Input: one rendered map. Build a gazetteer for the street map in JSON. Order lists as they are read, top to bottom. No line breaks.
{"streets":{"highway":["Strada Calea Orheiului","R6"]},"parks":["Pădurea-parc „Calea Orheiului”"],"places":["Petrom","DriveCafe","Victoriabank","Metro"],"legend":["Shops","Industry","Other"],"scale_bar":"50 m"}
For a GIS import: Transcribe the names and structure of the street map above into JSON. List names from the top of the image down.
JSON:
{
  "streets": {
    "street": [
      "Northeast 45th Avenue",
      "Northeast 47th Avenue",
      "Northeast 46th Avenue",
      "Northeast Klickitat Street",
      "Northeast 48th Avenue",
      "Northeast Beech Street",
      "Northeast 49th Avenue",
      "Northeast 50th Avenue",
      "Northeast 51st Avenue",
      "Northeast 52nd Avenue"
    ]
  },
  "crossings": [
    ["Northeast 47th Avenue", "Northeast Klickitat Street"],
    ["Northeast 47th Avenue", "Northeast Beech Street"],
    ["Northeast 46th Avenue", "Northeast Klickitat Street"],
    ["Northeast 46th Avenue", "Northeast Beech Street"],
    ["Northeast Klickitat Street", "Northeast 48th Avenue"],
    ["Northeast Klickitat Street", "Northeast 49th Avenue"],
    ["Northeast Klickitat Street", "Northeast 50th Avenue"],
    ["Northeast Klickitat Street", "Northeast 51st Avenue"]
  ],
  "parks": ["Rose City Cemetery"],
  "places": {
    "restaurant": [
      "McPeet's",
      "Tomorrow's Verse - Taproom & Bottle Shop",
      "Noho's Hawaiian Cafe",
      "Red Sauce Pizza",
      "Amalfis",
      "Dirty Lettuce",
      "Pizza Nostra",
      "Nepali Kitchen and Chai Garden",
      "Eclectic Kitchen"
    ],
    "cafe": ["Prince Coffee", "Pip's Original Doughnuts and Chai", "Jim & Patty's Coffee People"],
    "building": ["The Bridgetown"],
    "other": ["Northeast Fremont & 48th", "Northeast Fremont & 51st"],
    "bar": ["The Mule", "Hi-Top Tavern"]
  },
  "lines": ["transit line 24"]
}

::::::::

* [PROBLEM]:
Write the data out again. Match it exactly.

* [RESULT FOR THIS EXERCISE]:
Input: one rendered map. Build a gazetteer for the street map in JSON. Order lists as they are read, top to bottom. No line breaks.
{"streets":{"highway":["Strada Calea Orheiului","R6"]},"parks":["Pădurea-parc „Calea Orheiului”"],"places":["Petrom","DriveCafe","Victoriabank","Metro"],"legend":["Shops","Industry","Other"],"scale_bar":"50 m"}
For a GIS import: Transcribe the names and structure of the street map above into JSON. List names from the top of the image down.
JSON:
{
  "streets": {
    "street": [
      "Northeast 45th Avenue",
      "Northeast 47th Avenue",
      "Northeast 46th Avenue",
      "Northeast Klickitat Street",
      "Northeast 48th Avenue",
      "Northeast Beech Street",
      "Northeast 49th Avenue",
      "Northeast 50th Avenue",
      "Northeast 51st Avenue",
      "Northeast 52nd Avenue"
    ]
  },
  "crossings": [
    ["Northeast 47th Avenue", "Northeast Klickitat Street"],
    ["Northeast 47th Avenue", "Northeast Beech Street"],
    ["Northeast 46th Avenue", "Northeast Klickitat Street"],
    ["Northeast 46th Avenue", "Northeast Beech Street"],
    ["Northeast Klickitat Street", "Northeast 48th Avenue"],
    ["Northeast Klickitat Street", "Northeast 49th Avenue"],
    ["Northeast Klickitat Street", "Northeast 50th Avenue"],
    ["Northeast Klickitat Street", "Northeast 51st Avenue"]
  ],
  "parks": ["Rose City Cemetery"],
  "places": {
    "restaurant": [
      "McPeet's",
      "Tomorrow's Verse - Taproom & Bottle Shop",
      "Noho's Hawaiian Cafe",
      "Red Sauce Pizza",
      "Amalfis",
      "Dirty Lettuce",
      "Pizza Nostra",
      "Nepali Kitchen and Chai Garden",
      "Eclectic Kitchen"
    ],
    "cafe": ["Prince Coffee", "Pip's Original Doughnuts and Chai", "Jim & Patty's Coffee People"],
    "building": ["The Bridgetown"],
    "other": ["Northeast Fremont & 48th", "Northeast Fremont & 51st"],
    "bar": ["The Mule", "Hi-Top Tavern"]
  },
  "lines": ["transit line 24"]
}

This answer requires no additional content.